Check every line below for the string "linecap". Copy the ones that have it.

**Material to process**
____

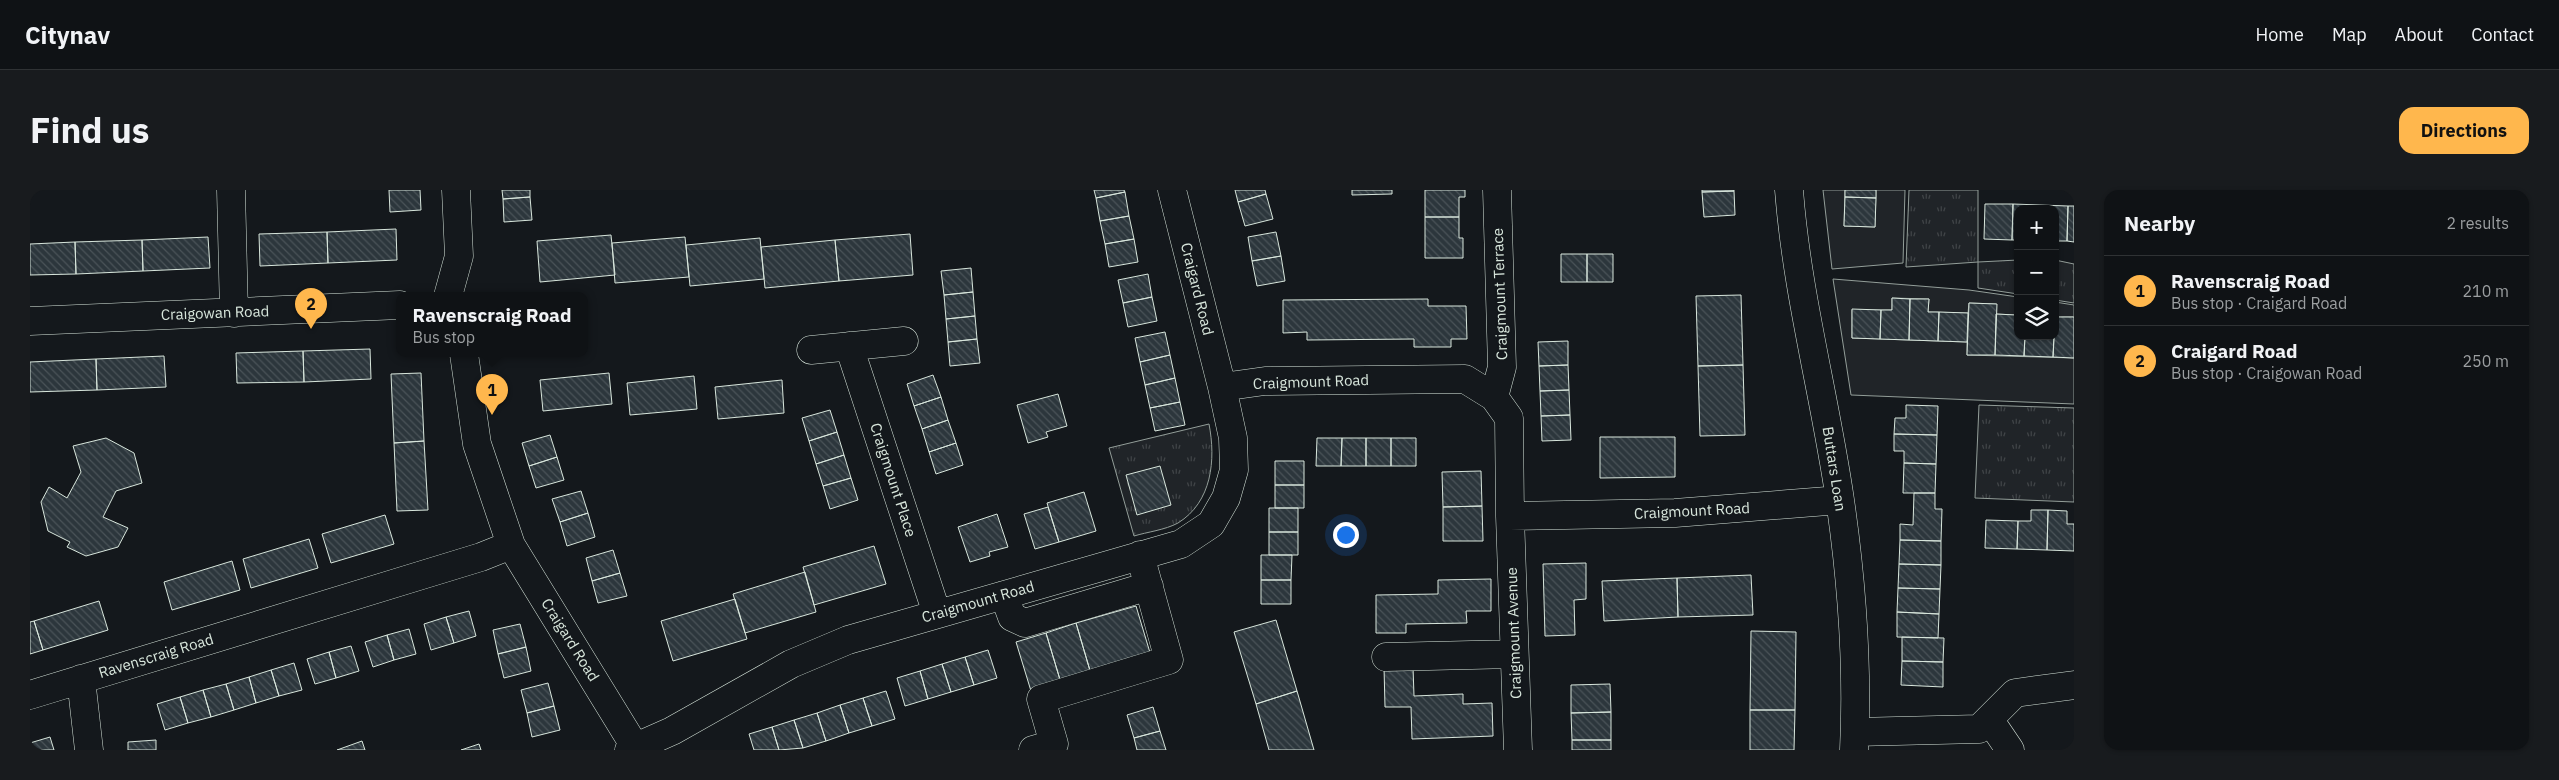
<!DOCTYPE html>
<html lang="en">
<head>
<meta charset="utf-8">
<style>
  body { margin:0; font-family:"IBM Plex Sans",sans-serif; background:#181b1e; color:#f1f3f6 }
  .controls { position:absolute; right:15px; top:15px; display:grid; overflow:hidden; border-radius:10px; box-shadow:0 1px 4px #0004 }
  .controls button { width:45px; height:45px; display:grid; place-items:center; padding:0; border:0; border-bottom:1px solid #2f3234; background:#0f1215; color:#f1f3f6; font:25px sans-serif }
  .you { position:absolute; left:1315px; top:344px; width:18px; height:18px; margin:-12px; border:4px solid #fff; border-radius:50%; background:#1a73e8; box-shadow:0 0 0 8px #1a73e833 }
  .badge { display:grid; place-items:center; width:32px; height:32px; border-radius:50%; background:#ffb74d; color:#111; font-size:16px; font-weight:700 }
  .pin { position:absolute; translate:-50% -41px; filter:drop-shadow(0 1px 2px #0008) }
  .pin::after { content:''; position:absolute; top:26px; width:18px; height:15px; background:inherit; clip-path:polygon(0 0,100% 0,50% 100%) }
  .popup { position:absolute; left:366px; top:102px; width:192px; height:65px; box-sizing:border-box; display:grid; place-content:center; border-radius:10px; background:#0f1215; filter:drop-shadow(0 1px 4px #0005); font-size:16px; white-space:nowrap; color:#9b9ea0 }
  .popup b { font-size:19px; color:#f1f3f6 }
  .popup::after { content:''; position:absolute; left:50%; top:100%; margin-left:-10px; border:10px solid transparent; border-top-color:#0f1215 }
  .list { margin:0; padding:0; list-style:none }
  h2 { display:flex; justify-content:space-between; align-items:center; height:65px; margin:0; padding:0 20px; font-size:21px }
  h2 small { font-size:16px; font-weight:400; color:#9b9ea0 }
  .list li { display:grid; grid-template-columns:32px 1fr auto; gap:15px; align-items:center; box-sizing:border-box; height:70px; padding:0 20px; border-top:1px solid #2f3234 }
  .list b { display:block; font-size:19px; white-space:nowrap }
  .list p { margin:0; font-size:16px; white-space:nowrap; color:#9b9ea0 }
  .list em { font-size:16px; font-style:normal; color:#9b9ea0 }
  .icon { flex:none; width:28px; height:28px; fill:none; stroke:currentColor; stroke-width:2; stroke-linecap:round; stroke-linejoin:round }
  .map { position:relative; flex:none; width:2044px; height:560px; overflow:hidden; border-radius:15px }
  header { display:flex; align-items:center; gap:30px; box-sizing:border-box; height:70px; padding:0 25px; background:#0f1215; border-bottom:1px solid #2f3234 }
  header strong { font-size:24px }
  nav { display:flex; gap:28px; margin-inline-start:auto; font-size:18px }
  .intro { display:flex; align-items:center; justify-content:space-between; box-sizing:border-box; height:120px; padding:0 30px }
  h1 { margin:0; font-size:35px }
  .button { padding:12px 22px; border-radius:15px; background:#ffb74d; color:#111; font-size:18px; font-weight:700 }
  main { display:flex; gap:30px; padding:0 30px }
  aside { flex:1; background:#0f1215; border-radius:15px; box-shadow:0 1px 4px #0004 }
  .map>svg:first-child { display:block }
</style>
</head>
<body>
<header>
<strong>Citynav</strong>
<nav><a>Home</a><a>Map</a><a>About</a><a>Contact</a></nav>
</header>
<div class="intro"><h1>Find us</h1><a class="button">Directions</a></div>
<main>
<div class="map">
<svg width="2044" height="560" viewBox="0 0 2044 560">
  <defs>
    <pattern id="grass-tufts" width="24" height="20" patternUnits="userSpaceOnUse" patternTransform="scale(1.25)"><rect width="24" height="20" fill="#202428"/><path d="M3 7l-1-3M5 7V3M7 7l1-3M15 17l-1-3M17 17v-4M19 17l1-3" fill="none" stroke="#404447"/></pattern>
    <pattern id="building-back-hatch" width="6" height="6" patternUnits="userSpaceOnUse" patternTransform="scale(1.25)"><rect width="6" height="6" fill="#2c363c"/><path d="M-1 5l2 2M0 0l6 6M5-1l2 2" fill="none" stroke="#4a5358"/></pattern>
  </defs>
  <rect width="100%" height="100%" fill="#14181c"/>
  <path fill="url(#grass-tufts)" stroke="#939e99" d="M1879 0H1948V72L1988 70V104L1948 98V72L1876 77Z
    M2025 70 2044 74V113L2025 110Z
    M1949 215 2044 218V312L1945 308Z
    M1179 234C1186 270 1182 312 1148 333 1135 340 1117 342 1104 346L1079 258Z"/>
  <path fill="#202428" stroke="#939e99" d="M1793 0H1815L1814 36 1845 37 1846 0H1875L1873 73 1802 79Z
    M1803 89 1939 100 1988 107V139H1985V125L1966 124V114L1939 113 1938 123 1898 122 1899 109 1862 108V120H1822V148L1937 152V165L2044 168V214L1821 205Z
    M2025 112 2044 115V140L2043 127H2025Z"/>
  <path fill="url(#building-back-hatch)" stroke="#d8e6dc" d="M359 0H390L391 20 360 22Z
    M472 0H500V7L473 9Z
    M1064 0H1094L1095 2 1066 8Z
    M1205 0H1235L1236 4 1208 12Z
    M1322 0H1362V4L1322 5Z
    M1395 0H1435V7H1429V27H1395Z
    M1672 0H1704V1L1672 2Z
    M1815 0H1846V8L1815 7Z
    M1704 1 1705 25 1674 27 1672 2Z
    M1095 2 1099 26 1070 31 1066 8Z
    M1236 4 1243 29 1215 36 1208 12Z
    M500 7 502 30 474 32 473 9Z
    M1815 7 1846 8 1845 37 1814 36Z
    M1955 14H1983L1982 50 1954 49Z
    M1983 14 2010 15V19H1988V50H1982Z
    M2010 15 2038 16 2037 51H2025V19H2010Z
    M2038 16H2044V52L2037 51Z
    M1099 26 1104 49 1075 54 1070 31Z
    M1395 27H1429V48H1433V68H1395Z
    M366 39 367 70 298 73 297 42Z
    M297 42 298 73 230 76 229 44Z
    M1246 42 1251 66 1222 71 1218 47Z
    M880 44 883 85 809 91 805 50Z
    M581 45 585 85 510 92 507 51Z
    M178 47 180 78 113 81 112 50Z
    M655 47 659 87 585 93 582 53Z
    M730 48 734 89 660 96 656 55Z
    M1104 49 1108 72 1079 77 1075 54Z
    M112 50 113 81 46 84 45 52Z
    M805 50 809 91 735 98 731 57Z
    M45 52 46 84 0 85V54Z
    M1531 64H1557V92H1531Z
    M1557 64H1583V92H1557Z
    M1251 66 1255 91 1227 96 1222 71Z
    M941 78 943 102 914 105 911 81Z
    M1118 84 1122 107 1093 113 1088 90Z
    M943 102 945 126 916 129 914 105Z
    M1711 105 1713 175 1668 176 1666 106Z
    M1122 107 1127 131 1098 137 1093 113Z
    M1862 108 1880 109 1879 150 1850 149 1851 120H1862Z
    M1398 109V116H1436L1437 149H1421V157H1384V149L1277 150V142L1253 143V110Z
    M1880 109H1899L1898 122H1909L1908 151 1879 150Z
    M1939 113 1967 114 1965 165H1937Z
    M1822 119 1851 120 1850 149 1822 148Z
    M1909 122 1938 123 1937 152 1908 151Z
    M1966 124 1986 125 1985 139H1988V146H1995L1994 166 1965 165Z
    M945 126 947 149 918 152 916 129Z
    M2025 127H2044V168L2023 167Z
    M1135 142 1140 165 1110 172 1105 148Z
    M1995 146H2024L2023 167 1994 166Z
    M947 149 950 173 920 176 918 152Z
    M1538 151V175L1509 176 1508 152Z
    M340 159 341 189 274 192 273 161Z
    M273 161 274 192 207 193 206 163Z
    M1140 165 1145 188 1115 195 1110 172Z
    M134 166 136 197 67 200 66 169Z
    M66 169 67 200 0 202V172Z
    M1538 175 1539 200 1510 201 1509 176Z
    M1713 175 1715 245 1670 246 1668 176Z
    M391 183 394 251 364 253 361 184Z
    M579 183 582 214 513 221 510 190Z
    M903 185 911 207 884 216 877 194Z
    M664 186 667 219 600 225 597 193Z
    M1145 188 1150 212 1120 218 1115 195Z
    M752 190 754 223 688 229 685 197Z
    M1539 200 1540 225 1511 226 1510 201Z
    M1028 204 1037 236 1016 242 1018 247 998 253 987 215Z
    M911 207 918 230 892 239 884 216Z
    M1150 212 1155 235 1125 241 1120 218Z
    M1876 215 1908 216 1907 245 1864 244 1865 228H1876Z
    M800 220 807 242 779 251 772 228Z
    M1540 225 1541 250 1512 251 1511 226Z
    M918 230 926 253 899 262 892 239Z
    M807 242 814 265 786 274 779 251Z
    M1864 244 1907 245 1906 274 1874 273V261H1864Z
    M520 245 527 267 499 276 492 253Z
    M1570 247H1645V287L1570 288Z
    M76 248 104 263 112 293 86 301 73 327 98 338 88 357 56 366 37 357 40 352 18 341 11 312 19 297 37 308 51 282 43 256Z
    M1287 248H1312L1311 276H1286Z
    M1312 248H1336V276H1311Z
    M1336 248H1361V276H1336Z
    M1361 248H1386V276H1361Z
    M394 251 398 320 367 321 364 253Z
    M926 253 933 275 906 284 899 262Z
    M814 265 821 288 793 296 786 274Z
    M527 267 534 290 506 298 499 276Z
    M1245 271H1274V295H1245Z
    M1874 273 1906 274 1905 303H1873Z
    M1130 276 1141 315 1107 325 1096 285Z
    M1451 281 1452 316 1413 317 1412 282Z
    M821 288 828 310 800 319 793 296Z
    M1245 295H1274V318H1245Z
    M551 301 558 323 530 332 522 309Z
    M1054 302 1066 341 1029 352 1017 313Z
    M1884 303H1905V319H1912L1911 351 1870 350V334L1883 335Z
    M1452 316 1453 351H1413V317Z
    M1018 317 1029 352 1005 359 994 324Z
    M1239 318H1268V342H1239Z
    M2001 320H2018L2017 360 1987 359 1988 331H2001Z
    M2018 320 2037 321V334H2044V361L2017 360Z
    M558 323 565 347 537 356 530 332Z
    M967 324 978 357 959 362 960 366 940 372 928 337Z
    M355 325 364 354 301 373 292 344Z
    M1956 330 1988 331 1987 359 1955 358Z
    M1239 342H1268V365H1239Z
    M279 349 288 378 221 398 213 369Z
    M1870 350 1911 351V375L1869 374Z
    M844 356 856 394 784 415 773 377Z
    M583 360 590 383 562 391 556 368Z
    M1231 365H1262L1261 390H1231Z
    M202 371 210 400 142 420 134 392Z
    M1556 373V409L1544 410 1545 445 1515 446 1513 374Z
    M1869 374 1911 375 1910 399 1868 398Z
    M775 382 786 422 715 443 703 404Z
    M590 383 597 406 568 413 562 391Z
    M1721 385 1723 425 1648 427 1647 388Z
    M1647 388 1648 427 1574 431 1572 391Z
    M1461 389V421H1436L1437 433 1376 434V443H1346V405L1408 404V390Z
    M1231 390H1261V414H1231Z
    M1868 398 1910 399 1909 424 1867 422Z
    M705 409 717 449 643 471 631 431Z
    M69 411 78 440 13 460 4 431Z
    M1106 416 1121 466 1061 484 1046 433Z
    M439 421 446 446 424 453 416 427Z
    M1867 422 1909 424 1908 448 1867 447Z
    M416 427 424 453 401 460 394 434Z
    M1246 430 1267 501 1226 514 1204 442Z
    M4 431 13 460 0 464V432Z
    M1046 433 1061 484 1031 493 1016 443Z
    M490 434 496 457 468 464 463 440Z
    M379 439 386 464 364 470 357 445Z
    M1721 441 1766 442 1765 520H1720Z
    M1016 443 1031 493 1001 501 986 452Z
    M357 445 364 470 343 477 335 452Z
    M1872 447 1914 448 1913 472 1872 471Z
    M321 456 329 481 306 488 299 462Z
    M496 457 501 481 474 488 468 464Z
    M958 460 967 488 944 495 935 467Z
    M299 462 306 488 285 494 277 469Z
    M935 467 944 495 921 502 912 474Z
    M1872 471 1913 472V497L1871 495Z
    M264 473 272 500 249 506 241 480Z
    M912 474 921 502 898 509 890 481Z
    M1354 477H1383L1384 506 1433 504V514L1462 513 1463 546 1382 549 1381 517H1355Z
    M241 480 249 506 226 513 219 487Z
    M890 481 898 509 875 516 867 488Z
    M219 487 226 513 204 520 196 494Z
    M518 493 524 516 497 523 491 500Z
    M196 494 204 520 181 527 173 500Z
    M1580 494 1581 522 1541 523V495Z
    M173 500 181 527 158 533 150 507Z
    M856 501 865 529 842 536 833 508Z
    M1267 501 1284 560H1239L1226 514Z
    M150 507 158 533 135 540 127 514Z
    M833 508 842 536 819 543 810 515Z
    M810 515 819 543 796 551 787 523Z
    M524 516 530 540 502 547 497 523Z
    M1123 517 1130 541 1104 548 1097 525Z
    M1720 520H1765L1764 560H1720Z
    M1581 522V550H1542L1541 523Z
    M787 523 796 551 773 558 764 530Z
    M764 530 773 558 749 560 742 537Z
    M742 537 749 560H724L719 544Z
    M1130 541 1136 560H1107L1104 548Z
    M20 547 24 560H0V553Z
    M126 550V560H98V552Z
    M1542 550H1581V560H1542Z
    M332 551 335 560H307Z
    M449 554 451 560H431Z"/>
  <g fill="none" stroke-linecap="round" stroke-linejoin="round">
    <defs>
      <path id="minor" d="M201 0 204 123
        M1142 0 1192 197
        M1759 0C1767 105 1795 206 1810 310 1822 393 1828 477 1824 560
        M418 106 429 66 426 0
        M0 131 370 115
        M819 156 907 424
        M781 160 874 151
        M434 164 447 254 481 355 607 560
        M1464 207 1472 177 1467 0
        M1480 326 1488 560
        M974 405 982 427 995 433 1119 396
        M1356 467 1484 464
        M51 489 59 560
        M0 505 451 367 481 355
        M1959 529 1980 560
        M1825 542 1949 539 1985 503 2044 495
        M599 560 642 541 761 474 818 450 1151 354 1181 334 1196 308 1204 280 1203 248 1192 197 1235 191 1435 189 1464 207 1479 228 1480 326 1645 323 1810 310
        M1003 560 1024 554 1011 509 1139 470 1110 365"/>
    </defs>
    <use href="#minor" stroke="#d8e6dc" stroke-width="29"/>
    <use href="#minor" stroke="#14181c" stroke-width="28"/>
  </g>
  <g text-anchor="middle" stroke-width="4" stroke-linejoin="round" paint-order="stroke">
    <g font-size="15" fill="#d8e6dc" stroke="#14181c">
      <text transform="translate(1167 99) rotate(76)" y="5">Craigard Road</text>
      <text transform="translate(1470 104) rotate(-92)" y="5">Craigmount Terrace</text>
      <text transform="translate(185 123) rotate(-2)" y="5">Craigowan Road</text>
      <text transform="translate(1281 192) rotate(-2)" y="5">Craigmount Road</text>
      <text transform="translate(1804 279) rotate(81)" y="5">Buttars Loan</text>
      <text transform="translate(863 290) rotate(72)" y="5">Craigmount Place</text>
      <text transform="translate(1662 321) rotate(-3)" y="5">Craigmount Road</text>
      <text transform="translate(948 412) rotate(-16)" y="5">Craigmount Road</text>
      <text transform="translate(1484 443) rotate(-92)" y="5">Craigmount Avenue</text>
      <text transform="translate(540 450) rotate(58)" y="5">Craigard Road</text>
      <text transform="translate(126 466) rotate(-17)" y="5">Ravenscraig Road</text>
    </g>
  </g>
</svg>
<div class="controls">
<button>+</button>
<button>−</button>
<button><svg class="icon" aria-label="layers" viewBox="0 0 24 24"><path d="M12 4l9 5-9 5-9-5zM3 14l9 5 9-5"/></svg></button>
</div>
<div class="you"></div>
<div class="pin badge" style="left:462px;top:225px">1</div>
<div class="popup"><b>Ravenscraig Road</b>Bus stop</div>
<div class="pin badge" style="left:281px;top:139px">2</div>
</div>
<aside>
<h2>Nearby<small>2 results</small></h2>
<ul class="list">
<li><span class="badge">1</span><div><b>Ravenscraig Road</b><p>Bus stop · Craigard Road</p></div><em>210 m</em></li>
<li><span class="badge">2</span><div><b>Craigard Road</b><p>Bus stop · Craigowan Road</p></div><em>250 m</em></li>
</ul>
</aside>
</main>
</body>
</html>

____

**Answer to the exercise**
  .icon { flex:none; width:28px; height:28px; fill:none; stroke:currentColor; stroke-width:2; stroke-linecap:round; stroke-linejoin:round }
  <g fill="none" stroke-linecap="round" stroke-linejoin="round">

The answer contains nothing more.